More than 60 players, including five Hall of Famers, homered in the same ballpark in the minors and majors during the years from 1954 through 1962, as the number of teams, cities, and stadiums grew substantially.
Major-league baseball, as it was defined prior to 1953, was confined to 10 cities, but aging ballparks, dwindling crowds, and the moving of the country’s population resulted in owners looking to make changes. By 1962, franchise shifts and expansion resulted in a completely new major-league landscape, and five ballparks that had been minor-league venues were being used by major-league teams. They were Memorial Stadium (Baltimore), Roosevelt Stadium (Jersey City), Seals Stadium (San Francisco), Metropolitan Stadium (Minneapolis), and Wrigley Field (Los Angeles).
Brooklyn had won six of 10 National League pennants going into the 1957 season. They were drawing well at Ebbets Field, attracting 1,213,562 fans in 1956. But owner Walter O’Malley was determined to get a new facility. During 1956 and 1957, his Dodgers played 15 games at Roosevelt Stadium in Jersey City, New Jersey. O’Malley set his sights farther west, and in Los Angeles he found his pot of gold. Our story first takes us to Roosevelt Stadium, where three players homered in both the minors and majors.
ROOSEVELT STADIUM
On April 18, 1946, Montreal played the Jersey City Giants before a crowd of more than 25,500 on Opening Day at Roosevelt Stadium,2 and Jackie Robinson played his first game in Organized Baseball.
He observed “that watching this minor league game would be more sports writers than would be watching any opening day major league game—sports writers present because they knew that unfolding here on this diamond was a story much bigger than baseball, a story as far-reaching in essence as the very idea of democracy and the equality of men.”3 After grounding out in the first inning, he came to bat in the third with runners on base.
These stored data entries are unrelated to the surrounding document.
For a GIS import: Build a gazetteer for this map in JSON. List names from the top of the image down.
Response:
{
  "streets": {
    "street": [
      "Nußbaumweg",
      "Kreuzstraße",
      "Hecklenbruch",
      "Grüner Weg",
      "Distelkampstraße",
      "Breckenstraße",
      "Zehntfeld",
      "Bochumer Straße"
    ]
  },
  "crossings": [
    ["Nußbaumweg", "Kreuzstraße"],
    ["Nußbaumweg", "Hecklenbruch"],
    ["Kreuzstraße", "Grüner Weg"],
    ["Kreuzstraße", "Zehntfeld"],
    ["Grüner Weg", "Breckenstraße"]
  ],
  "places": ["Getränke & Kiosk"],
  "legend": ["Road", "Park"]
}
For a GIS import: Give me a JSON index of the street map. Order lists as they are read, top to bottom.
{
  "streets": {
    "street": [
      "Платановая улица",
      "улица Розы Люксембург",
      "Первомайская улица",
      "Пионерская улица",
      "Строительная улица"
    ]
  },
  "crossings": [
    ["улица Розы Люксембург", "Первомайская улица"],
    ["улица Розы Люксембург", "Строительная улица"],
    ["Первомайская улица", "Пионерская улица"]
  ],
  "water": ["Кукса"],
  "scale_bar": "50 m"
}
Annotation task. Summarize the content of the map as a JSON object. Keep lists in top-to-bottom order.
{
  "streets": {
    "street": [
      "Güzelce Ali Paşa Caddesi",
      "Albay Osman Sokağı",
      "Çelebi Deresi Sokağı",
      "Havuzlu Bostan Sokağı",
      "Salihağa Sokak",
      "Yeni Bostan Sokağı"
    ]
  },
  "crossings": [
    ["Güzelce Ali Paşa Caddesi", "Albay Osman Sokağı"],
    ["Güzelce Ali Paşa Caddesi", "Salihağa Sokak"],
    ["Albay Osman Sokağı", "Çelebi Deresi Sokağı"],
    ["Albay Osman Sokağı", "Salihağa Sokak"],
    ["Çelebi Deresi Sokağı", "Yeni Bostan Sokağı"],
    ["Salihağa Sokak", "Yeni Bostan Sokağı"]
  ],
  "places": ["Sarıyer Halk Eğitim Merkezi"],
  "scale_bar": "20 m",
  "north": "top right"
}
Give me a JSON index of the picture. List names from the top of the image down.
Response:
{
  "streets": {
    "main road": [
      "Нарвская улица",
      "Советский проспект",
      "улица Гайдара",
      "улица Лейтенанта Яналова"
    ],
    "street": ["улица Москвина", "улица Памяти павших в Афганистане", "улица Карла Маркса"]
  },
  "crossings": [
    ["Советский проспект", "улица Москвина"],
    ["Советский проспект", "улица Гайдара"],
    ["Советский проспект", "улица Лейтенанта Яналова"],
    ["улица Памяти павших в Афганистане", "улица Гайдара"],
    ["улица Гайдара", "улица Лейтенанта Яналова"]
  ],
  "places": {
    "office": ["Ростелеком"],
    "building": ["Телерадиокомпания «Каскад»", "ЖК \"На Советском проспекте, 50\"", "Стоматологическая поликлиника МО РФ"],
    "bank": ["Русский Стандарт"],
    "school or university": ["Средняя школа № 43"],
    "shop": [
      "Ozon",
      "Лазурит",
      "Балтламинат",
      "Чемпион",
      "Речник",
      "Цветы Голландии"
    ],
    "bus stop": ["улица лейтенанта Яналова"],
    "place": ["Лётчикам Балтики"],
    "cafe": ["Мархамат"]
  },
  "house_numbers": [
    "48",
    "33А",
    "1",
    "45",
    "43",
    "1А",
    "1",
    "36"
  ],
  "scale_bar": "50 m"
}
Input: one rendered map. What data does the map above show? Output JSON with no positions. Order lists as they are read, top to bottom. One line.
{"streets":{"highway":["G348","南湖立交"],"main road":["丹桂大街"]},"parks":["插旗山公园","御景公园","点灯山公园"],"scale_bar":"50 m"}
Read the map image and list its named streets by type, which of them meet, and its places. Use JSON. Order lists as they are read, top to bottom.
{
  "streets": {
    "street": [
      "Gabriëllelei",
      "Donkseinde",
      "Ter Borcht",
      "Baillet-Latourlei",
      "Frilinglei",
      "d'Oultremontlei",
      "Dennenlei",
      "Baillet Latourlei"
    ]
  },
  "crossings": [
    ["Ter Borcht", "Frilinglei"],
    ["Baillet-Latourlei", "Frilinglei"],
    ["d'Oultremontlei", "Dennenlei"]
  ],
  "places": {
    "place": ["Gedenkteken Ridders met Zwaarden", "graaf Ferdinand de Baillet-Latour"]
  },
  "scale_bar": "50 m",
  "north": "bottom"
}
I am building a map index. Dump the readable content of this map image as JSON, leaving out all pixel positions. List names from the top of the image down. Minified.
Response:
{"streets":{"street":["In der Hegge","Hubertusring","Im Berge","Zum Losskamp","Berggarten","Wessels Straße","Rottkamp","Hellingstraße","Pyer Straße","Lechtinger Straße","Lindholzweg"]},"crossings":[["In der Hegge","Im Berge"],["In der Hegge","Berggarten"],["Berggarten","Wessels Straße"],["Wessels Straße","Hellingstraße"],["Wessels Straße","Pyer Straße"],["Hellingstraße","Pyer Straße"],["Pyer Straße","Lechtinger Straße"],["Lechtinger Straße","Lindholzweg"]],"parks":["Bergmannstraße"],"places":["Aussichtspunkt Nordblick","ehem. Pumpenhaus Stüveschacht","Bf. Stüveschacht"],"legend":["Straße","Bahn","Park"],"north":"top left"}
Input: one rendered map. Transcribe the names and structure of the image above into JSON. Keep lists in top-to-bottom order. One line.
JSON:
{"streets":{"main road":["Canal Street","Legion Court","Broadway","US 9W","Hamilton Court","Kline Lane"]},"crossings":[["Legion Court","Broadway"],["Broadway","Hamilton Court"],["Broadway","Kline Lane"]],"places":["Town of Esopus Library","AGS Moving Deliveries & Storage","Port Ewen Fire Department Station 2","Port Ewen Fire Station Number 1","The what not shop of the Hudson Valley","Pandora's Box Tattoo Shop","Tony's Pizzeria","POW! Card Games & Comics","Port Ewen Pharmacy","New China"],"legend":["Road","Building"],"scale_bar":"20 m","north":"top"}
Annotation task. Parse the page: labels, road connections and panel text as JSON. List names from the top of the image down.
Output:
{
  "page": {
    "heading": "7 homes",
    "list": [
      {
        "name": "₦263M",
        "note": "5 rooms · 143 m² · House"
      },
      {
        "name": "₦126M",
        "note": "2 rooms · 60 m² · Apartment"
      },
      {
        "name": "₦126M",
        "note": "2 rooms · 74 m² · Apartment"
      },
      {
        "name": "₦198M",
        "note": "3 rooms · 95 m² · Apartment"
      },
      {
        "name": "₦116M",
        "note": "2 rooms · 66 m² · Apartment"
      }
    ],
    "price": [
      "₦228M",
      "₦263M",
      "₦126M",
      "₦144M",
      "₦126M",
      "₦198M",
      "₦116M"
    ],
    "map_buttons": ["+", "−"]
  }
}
It was a bunting situation, but manager Clay Hopper ordered Robinson to swing away, and Robinson slammed a three-run homer over the leftfield fence. In 1956, Robinson was in his 10th year with Brooklyn, and seven games were played at Roosevelt Stadium. Robinson homered there on July 31, with his second-inning two-run blast putting the Dodgers ahead 2-1, as Brooklyn defeated the Braves, 3-2.
Another Hall of Famer homered there in both the minors and majors. Duke Snider first appeared with the Brooklyn Dodgers in 1947 and started 1948 in Brooklyn. He got off to a bad start and was sent to Montreal on May 22. He first played in Jersey City on June 10, and he went 3-for-5, scored three runs, drove in six, and homered in the process. As an established major-league All-Star, he hit two homers at Roosevelt Stadium in 1956, with the first coming on July 25 against Cincinnati. The score was tied in the bottom of the ninth. Snider came up with one out, and his walk-off homer gave the Dodgers a 2-1 win.
Hank Sauer was the third player to accomplish the “deed.” His first homer at Roosevelt Stadium came on May 20, 1946, when he hit one out in a 4-2 Syracuse win over Jersey City. In 1947 he hit 50 homers, including four at Roosevelt Stadium. He had the next-to-last major-league home run hit during the brief tenure of Roosevelt Stadium as a major-league site. Sauer had been acquired by the New York Giants in a trade with the Cardinals, and his Roosevelt Stadium home run came on August 7, 1957. With the Dodgers leading 5-3 in the top of the ninth, the Giants got the first two men on base. Sauer was called on to pinch-hit, and his three-run homer put the Giants in the lead in an 8-5 victory.
SEALS STADIUM AND WRIGLEY FIELD OF LOS ANGELES
In their championship year of 1954, the New York Giants’ home attendance was 1,155,067. From 1955 on, it went downhill, and owner Horace Stoneham was looking to move. His eyes were initially set on Minneapolis and the new ballpark in nearby Bloomington. However, Minneapolis wasn’t the destination for the Giants, and Metropolitan Stadium did not see major-league baseball until 1961. The Dodgers’ O’Malley encouraged Stoneham to set his eyes west, and San Francisco embraced the Giants with open arms. San Francisco had long been the home of the Seals in the Pacific Coast League, and they had been playing in Seals Stadium since 1931. For two years the Giants played at Seals Stadium, and in the 1958 season 1,272,625 fans came to see major-league baseball in the “City by the Bay.”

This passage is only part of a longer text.